• [Your objective]: Pictures aside, repeat the whole listing word for word.

• [Given data]:
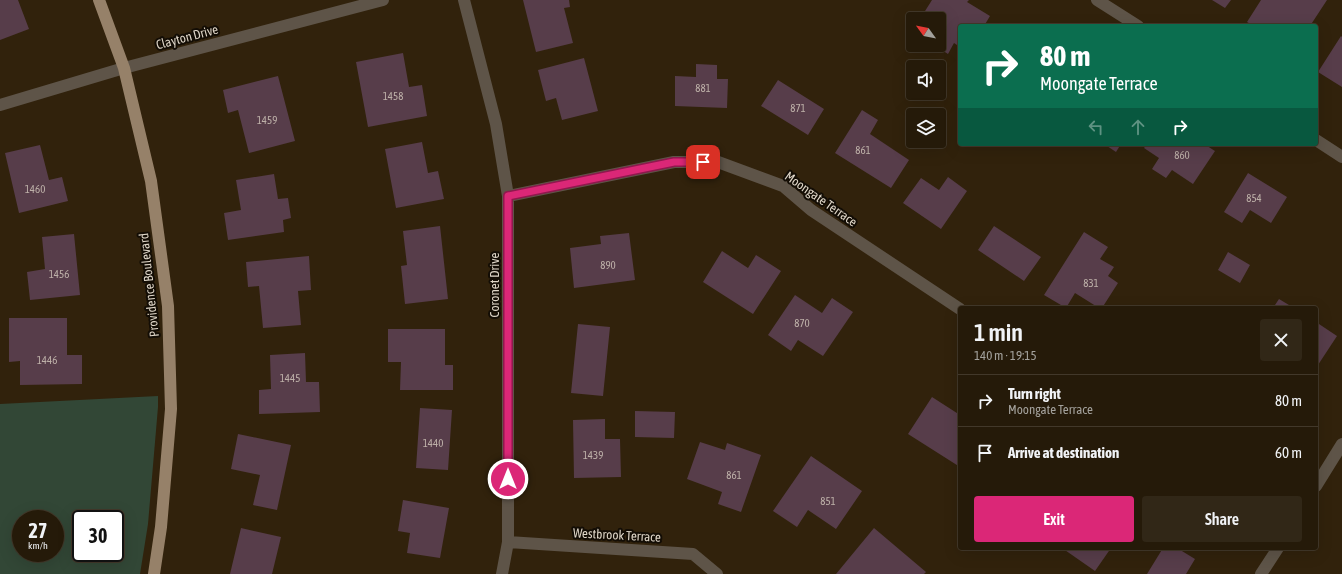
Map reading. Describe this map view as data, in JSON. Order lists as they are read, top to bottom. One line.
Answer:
{"streets":{"main road":["Providence Boulevard"],"street":["Clayton Drive","Moongate Terrace","Coronet Drive","Westbrook Terrace"]},"crossings":[["Clayton Drive","Providence Boulevard"],["Moongate Terrace","Coronet Drive"],["Coronet Drive","Westbrook Terrace"]],"house_numbers":["881","1458","871","1459","861","860","1460","854","890","1456","831","870","1446","1445","1440","1439","861","851"],"north":"top left","page":{"turn":["80 m","Moongate Terrace"],"heading":["1 min","140 m · 19:15"],"list":[{"name":"Turn right","note":"Moongate Terrace","value":"80 m"},{"name":"Arrive at destination","value":"60 m"}],"buttons":["Exit","Share"],"speed":"27 km/h","limit":"30"}}
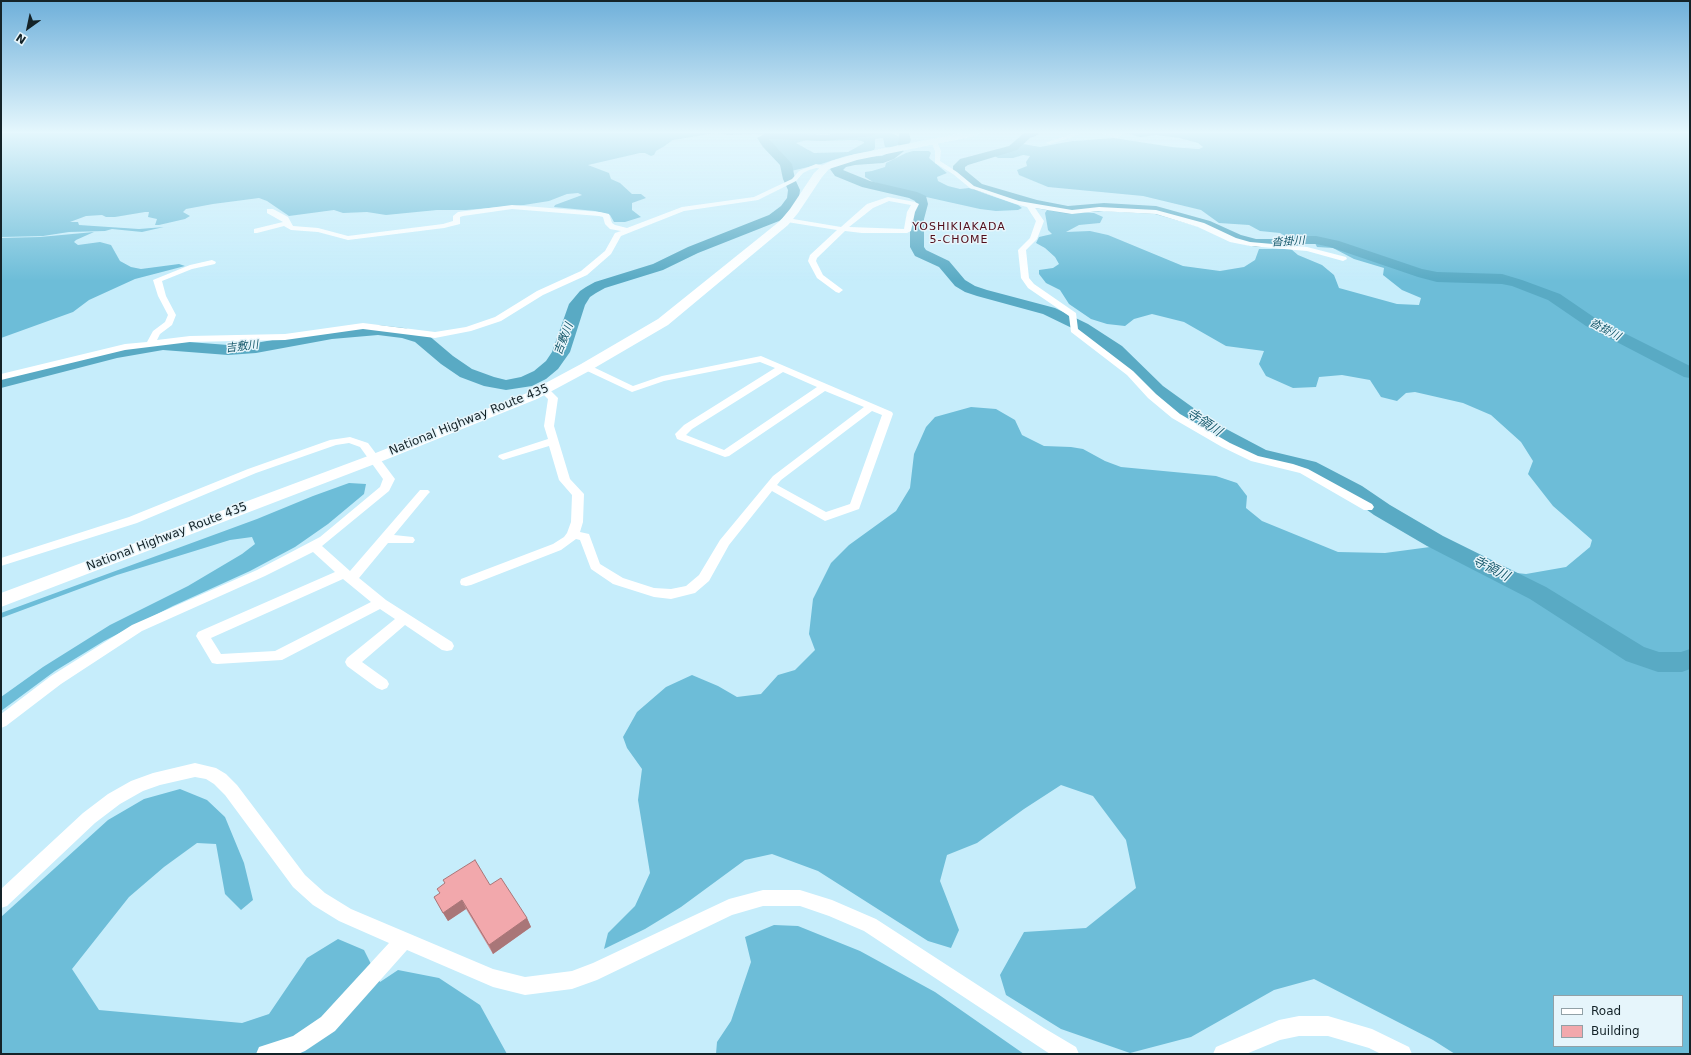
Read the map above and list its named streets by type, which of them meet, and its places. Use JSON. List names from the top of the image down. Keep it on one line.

• [Problem solution]:
Map reading. Describe this map view as data, in JSON. Order lists as they are read, top to bottom. One line.
Answer:
{"streets":{"main road":["Providence Boulevard"],"street":["Clayton Drive","Moongate Terrace","Coronet Drive","Westbrook Terrace"]},"crossings":[["Clayton Drive","Providence Boulevard"],["Moongate Terrace","Coronet Drive"],["Coronet Drive","Westbrook Terrace"]],"house_numbers":["881","1458","871","1459","861","860","1460","854","890","1456","831","870","1446","1445","1440","1439","861","851"],"north":"top left","page":{"turn":["80 m","Moongate Terrace"],"heading":["1 min","140 m · 19:15"],"list":[{"name":"Turn right","note":"Moongate Terrace","value":"80 m"},{"name":"Arrive at destination","value":"60 m"}],"buttons":["Exit","Share"],"speed":"27 km/h","limit":"30"}}
Read the map above and list its named streets by type, which of them meet, and its places. Use JSON. List names from the top of the image down. Keep it on one line.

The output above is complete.